===== TASK INPUTS
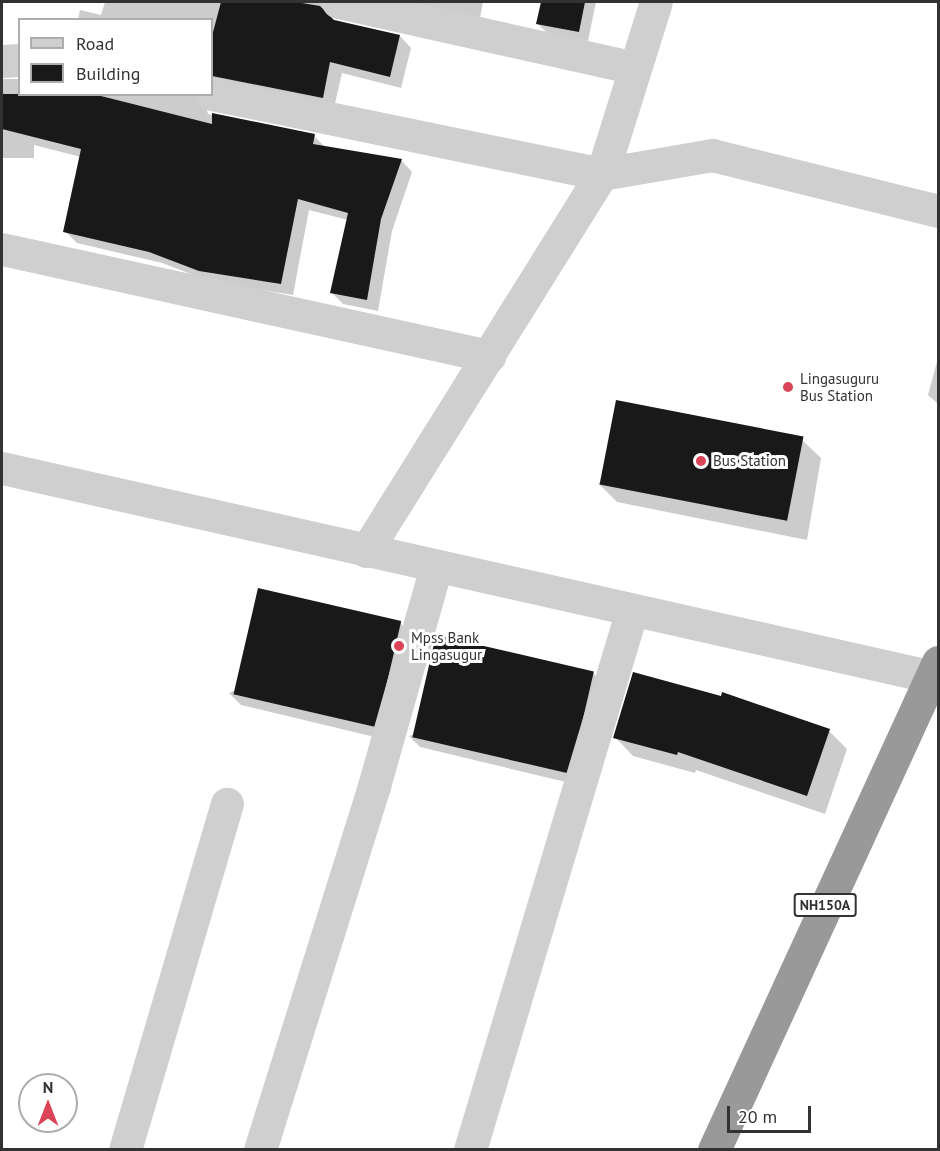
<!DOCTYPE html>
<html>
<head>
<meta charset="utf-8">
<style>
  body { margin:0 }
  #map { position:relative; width:940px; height:1151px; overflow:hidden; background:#fff; font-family:"PT Sans",sans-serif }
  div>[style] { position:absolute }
  .shadow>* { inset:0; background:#0003 }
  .building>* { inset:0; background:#191919; transform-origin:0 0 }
  .minor>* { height:33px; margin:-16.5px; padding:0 16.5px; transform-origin:16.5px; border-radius:16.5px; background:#cfcfcf }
  .highway>* { height:33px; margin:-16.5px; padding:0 16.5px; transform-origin:16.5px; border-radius:16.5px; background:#999 }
  .dots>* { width:16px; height:16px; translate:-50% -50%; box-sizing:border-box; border:3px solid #fff; border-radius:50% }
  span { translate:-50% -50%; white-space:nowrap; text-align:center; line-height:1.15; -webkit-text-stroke:6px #fff; paint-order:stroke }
  .shield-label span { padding:2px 4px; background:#fff; border:2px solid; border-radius:4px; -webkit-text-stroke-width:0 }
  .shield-label { font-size:14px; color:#323232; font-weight:700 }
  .poi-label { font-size:15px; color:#323232 }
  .left { translate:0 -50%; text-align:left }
  .frame { position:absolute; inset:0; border:3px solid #323232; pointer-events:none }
  .legend { position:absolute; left:18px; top:18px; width:195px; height:78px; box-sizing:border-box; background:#fff; border:2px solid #adadad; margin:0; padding:8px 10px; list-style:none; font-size:18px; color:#323232 }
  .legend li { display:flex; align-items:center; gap:12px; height:30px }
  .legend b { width:30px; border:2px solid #adadad }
  .north { position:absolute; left:18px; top:1073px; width:60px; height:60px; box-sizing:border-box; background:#fff; border:2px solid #adadad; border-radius:50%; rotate:0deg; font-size:16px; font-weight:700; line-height:24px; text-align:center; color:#323232 }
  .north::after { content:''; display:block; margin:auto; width:21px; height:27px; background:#da4456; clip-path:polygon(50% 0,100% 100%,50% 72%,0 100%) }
  .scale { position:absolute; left:727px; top:1106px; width:84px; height:27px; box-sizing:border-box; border:3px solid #323232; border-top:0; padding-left:8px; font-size:18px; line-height:21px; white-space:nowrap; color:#323232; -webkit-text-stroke:4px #fff; paint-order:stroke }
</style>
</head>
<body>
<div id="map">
  <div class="shadow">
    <i style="clip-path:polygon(105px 2px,335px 2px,331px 19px,400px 36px,411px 48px,401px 88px,342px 73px,334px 108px,212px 92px,212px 20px,78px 20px,80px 10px,101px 15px)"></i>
    <i style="clip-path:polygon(392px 2px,483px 2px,480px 18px)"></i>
    <i style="clip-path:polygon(543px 2px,596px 2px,588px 41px,547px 33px,537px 23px)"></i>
    <i style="clip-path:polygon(2px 79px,20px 79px,20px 94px,209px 94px,205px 102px,208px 114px,314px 136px,326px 148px,401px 160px,412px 172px,392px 231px,378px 311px,343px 304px,331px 292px,348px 220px,309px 210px,293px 295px,212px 282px,162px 263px,77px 243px,65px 231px,81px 157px,34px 145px,34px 158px,2px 158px)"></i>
    <i style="clip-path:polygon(938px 358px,938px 404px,928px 395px)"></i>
    <i style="clip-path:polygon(802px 440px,821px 458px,807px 540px,617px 502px,598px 483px)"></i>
    <i style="clip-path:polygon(400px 623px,412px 635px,383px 739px,241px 705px,229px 693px)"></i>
    <i style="clip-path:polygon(593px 673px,604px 684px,574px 784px,420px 747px,409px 736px)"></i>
    <i style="clip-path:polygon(829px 731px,847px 749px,825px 814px,696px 770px,695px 773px,633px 756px,615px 737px)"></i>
  </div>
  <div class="building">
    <i style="clip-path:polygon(221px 2px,296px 2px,320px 6px,334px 20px,400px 35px,390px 77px,330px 62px,323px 98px,212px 76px,212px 36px)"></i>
    <i style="clip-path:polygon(541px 2px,585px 2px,579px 32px,536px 24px)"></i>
    <i style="clip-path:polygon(2px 94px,93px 94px,212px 124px,212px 113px,315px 134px,313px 144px,402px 159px,381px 219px,367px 300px,330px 293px,348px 213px,298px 199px,281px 284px,199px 271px,149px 252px,63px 232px,81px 149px,2px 129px)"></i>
    <i style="left:616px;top:400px;width:191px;height:86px;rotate:11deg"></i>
    <i style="left:258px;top:588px;width:147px;height:109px;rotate:13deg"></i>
    <i style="left:436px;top:635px;width:162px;height:105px;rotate:13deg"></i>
    <i style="clip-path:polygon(633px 672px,721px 696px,722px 692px,830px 729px,807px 796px,678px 752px,677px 755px,613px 738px)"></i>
  </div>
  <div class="minor">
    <i style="left:338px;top:2px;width:304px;rotate:12.5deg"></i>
    <i style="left:2px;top:61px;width:18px;rotate:-3deg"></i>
    <i style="left:212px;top:94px;width:398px;rotate:11.6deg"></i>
    <i style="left:602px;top:174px;width:180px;rotate:-72.6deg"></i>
    <i style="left:2px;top:249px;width:499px;rotate:12.4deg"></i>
    <i style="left:2px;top:468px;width:950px;rotate:12.65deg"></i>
    <i style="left:366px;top:551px;width:445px;rotate:-58deg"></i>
    <i style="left:602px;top:174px;width:112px;rotate:-9.8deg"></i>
    <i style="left:712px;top:155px;width:233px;rotate:13.9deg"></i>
    <i style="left:125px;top:1150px;width:361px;rotate:-73.6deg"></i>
    <i style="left:260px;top:1150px;width:381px;rotate:-72.6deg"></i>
    <i style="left:374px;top:786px;width:228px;rotate:-74.2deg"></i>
    <i style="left:470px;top:1150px;width:564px;rotate:-73.3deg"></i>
  </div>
  <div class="highway">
    <i style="left:714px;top:1150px;width:537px;rotate:-65.34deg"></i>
  </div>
  <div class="dots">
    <i style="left:788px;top:387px;background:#da4456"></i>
    <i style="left:701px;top:461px;background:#da4456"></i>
    <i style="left:399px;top:646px;background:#da4456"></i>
  </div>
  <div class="shield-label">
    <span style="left:825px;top:905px">NH150A</span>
  </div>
  <div class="poi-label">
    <span class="left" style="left:800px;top:387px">Lingasuguru<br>Bus Station</span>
    <span class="left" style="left:713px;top:461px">Bus Station</span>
    <span class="left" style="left:411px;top:646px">Mpss Bank<br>Lingasugur</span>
  </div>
  <div class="frame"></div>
  <ul class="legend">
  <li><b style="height:8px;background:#cfcfcf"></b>Road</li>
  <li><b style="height:16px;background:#191919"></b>Building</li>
  </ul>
  <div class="north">N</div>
  <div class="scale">20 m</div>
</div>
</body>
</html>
==========
_WORK INSTRUCTIONS_: Starting with the first line of the material above and ending with the line that holds "width:16px; height:16px; translate:-50%", write out those lines exactly, without pictures.

_RESULT FOR THIS TASK_:
<!DOCTYPE html>
<html>
<head>
<meta charset="utf-8">
<style>
  body { margin:0 }
  #map { position:relative; width:940px; height:1151px; overflow:hidden; background:#fff; font-family:"PT Sans",sans-serif }
  div>[style] { position:absolute }
  .shadow>* { inset:0; background:#0003 }
  .building>* { inset:0; background:#191919; transform-origin:0 0 }
  .minor>* { height:33px; margin:-16.5px; padding:0 16.5px; transform-origin:16.5px; border-radius:16.5px; background:#cfcfcf }
  .highway>* { height:33px; margin:-16.5px; padding:0 16.5px; transform-origin:16.5px; border-radius:16.5px; background:#999 }
  .dots>* { width:16px; height:16px; translate:-50% -50%; box-sizing:border-box; border:3px solid #fff; border-radius:50% }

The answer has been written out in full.